What are those crazy three-wheeled contraptions rolling around the Sochi Olympics opening ceremony? Why, nothing less than the result of technology sharing between Nazi Germany and the Soviet Union. The best part? You can still buy one brand-new today.
The vehicles in question are Ural sidecars. Still made in the original (now-ex) Soviet military factory in Siberia. While the machines have received many updates over the years, they're still based on a pre-WWII German military design that was shared with the Russians as part of the Molotov-Ribbentrop non-aggression pact.
During that brief don't-call-it-an-alliance, much-need raw materials for Germany's war machine were shipped west, while military technology was sent east. Germany got the iron it needed to make tanks and Russia got the know-how necessary to build its own army. Know-how like the blueprints to the BMW R71 motorcycle and sidecar.
So-equipped, Soviet military engineers set about designing their own unique machine that would be better equipped to handle the rigors of local "roads" and which could serve as the workhorse of their military much in the same way that the Willy's Jeep was the workhorse of ours.

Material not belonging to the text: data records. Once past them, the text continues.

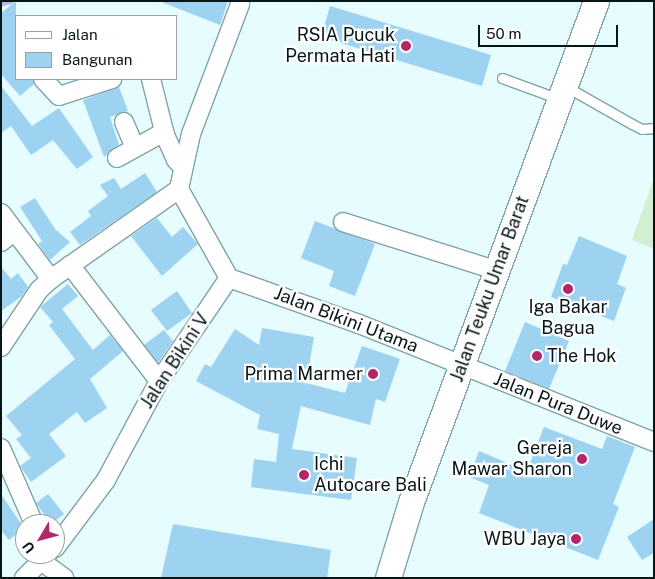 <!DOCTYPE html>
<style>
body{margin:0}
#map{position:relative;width:655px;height:579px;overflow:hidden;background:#e6fcfe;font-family:"Public Sans",sans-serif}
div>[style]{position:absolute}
.green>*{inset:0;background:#d2efd1}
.stream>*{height:5.5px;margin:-2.75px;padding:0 2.75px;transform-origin:2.75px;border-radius:2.75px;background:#aabfed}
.building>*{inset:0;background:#9ed2f1}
.roads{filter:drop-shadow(1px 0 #80a3a7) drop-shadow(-1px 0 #80a3a7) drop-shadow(0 1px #80a3a7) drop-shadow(0 -1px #80a3a7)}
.lane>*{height:9px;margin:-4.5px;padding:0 4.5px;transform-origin:4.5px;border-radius:4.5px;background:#fff}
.street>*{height:18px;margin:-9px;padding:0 9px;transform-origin:9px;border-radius:9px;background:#fff}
.secondary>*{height:25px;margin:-12.5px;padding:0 12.5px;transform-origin:12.5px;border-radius:12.5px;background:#fff}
.dots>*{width:14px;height:14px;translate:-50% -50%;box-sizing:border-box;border:2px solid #fff;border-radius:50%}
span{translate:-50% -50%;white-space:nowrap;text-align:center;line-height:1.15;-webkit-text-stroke:4.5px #fff;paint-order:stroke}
.poi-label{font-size:18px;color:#081517}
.right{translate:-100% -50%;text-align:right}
.left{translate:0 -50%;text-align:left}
.street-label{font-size:18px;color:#081517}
.frame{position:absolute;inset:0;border:2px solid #081517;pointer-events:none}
.legend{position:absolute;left:15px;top:15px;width:162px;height:65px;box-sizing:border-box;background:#fff;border:1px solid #9ca1a2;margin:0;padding:6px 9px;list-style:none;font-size:15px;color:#081517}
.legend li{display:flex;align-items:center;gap:10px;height:25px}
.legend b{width:25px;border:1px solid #9ca1a2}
.north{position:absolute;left:15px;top:514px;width:50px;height:50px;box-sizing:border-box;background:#fff;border:1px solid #9ca1a2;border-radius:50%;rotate:233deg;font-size:14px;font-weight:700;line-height:20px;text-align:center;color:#081517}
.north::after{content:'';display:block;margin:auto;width:18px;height:22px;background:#b0276a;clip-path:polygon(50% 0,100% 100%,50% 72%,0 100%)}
.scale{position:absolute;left:478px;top:25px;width:140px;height:22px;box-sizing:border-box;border:2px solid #081517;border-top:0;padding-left:6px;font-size:15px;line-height:18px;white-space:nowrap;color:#081517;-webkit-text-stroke:4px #fff;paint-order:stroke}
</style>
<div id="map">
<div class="green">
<i style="clip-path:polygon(654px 178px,654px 249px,632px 240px)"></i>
</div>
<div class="stream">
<i style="left:1px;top:4px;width:10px;rotate:-17deg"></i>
</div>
<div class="building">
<i style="clip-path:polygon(16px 1px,16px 79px,33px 79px,34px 84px,20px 96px,1px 74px,1px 13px)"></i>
<i style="clip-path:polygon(159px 1px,228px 1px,220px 25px)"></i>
<i style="clip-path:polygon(330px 6px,491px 55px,482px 86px,321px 37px)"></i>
<i style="clip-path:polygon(1px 86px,32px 126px,59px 108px,93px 157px,77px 169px,53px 140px,31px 155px,11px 126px,1px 133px)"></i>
<i style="clip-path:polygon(119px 87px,128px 111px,110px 117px,119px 145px,104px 157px,83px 100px)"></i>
<i style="clip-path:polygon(145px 173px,157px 192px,80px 245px,70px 232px,91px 216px,88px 211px,108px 196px,100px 185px,114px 178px,121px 189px)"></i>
<i style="clip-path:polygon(35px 198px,55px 229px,70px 242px,50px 260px,38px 244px,42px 241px,20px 207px)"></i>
<i style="clip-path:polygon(157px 218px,172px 237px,183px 227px,198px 244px,162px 276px,131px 236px)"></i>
<i style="clip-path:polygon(315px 221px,375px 244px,355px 296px,329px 286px,334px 271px,301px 258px)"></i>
<i style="clip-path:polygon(579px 236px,627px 256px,617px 284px,626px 288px,614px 321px,551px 297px,563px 264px,567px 265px)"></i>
<i style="clip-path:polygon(1px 267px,11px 279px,18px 273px,28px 287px,22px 296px,1px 311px)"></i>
<i style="clip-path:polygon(68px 284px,78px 296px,62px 309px,93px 350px,110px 335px,123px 351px,90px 379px,107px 408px,85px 423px,77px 412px,49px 434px,66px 456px,31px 482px,20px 466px,31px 458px,16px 439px,22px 435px,6px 416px,75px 359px,49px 325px,53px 322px,40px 307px)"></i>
<i style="clip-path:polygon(177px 291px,192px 313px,167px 331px,151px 310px)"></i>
<i style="clip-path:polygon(525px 322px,569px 341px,549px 389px,505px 371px)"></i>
<i style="clip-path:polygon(262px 328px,314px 337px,306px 383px,345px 393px,362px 346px,400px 359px,385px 402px,376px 399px,370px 425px,301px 406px,292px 449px,357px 458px,351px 500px,251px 487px,254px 459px,276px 462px,279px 434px,257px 429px,260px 415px,196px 381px,205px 364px,211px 367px,235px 329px,259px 345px)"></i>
<i style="clip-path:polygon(164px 330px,173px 341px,158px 363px,144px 345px)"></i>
<i style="clip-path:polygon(544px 427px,602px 449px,607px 436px,635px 447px,613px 504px,619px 507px,598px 560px,479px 513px,489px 485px,469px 477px,479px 451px,527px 471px)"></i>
<i style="clip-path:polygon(1px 494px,24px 528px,9px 540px,1px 530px)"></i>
<i style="clip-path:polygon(48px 494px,64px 514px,51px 524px,36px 503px)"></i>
<i style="clip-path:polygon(654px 519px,654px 553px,642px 560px,627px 537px)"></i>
<i style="clip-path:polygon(173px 524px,331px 550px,327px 578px,161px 578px)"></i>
</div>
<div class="roads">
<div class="lane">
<i style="left:502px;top:78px;width:61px;rotate:20.2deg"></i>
<i style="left:565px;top:86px;width:77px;rotate:29.6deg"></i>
<i style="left:632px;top:124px;width:11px;rotate:27deg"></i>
<i style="left:642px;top:129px;width:12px;rotate:-5deg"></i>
</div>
<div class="street">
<i style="left:43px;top:79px;width:23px;rotate:47deg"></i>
<i style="left:59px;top:96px;width:56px;rotate:-17.8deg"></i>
<i style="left:151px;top:79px;width:58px;rotate:76deg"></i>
<i style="left:165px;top:135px;width:27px;rotate:66deg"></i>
<i style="left:176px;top:160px;width:10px;rotate:45deg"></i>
<i style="left:124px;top:122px;width:28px;rotate:67deg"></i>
<i style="left:117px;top:158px;width:54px;rotate:-29deg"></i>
<i style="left:1px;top:213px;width:83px;rotate:52.9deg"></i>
<i style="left:343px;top:222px;width:163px;rotate:17.5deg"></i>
<i style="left:1px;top:242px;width:17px;rotate:-40deg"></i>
<i style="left:70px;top:265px;width:146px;rotate:52.5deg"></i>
<i style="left:229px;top:278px;width:138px;rotate:19.5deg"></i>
<i style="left:359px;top:324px;width:318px;rotate:21.8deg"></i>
<i style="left:229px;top:278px;width:102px;rotate:-119.3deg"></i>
<i style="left:179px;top:189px;width:56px;rotate:-77.7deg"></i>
<i style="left:191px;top:134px;width:139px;rotate:-69.3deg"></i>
<i style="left:1px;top:347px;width:69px;rotate:-56.3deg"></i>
<i style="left:39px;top:290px;width:16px;rotate:-43deg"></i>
<i style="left:51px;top:279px;width:156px;rotate:-35.1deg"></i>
<i style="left:1px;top:448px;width:83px;rotate:66.5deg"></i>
<i style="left:55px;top:548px;width:85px;rotate:-53.1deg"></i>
<i style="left:106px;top:480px;width:112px;rotate:-61.8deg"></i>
<i style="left:159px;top:381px;width:125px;rotate:-55.8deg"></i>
<i style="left:41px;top:561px;width:29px;rotate:36deg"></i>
<i style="left:24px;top:578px;width:34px;rotate:-45deg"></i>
</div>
<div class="secondary">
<i style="left:388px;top:578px;width:79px;rotate:-73.2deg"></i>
<i style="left:411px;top:502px;width:534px;rotate:-69.73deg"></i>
</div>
</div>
<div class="dots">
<i style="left:406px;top:46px;background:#b0276a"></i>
<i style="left:568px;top:289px;background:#b0276a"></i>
<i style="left:537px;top:356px;background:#b0276a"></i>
<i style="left:373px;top:374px;background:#b0276a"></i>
<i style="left:582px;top:459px;background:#b0276a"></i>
<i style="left:304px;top:475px;background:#b0276a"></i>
<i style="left:576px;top:539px;background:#b0276a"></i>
</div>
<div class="poi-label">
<span class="right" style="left:395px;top:46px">RSIA Pucuk<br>Permata Hati</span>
<span style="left:568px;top:318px">Iga Bakar<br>Bagua</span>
<span class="left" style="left:547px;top:356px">The Hok</span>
<span class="right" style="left:363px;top:374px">Prima Marmer</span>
<span class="right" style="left:572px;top:459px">Gereja<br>Mawar Sharon</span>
<span class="left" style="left:314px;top:475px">Ichi<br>Autocare Bali</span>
<span class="right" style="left:566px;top:539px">WBU Jaya</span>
</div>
<div class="street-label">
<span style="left:490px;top:289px;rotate:-70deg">Jalan Teuku Umar Barat</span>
<span style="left:346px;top:320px;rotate:21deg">Jalan Bikini Utama</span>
<span style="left:175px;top:361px;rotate:-57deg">Jalan Bikini V</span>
<span style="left:558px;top:404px;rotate:22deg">Jalan Pura Duwe</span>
</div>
<div class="frame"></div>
<ul class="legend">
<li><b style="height:6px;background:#fff"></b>Jalan</li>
<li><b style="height:14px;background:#9ed2f1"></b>Bangunan</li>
</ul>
<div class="north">U</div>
<div class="scale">50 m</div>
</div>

The Ural sidecar was the result and, when Germany and the Soviet Union eventually went to war with each other, production was moved east to Siberia, out of reach of Nazi bombers. There, the factory remains today in a town called Irbit which is heated by steam pipes running from the factory to the town's apartment blocks.
While that icon of American military design — Jeep — has grown into a totally contemporary family vehicle, unrecognizable when parked next to the original, Urals have remained largely the same. Sure, materials have been updated over the years, the air-cooled motors have grown larger and more powerful and all three brakes are now discs rather than drums, but the basic layout remains the product of a handshake deal between Adolf Hitler and Joseph Stalin.
That archaic nature, combined with their unique, three-wheeled design — Ural is the only manufacturer of sidecar vehicles in the world — makes these things totally unique vehicles. Thanks to a locking rear differential and two-wheel drive, combined with their diminutive size and weight (lighter than a Harley), Urals virtually unstoppable off-road and are also at home cruising down a deserted highway at 60mph. That rugged capability has made them popular with adventurers, who ride them on unsupported trips around the world. They're also popular with dog-loving motorcyclists; thanks to Ural, Fido can come along for the ride. Standard equipment on every Ural made includes a shovel, spare tire and a five-gallon Jerry can — another design creatively copied from ze Germans.
That factory in Irbit used to turn out 140,000 of these things a year and they were once a common site on Russian roads; there was a two-year waitlist to purchase one.
The ancient designed faired less well when the end of the Soviet Union's planned economy came in 1991. Suddenly, facing competition in its domestic market from cheaper, imported cars, demand collapsed. For most of the next decade Ural's owners scrambled to keep the company alive any way they could in order to support the workforce and town that depended on the sidecars to survive. During that period, Ural sidecars were traded to the Egyptian military in return for shipment of bouillon cubes and a container load of bikes was swapped for a bakery. Those ovens and other equipment were shipped to Irbit and installed in the factory to bake bread for the local population. Lacking a national currency of any value, Ural began printing its own specie; each one worth six one-kilo loaves of the bread it baked. That propped up the town's economy and fed its citizens until the Russia stabilized.
In 2000, Ural was bought by its current owner, Ilya Khait. He set about on the unenviable task of modernizing the company and making it profitable in the 21st century. Now, most of Ural's 1,200-unit annual production is shipped to America and its bikes come equipped with modern components like Brembo brake calipers and even fuel-injection.
The Sochi Opening Ceremony came as a surprise to Khait. Back in October, the Games' organizers called up and paid sticker price for 20 of the machines, but wouldn't disclose how they would be used. Security? VIP transportation? Chasing stray dogs? It wasn't until he turned on his computer this morning that Khait saw them in the ceremony.
"You've been to the factory yourself, and you should have got an idea of how difficult it was to save this company and the Ural brand," Khait told us. "But, when you see your bikes in the event like this you realize you're not just some motorcycle manufacturer, but a part of the history and the heritage of the huge country and it gives you more reasons to keep going. To be seen by three billion people all over the world? That's one hell of a product placement. I feel very proud."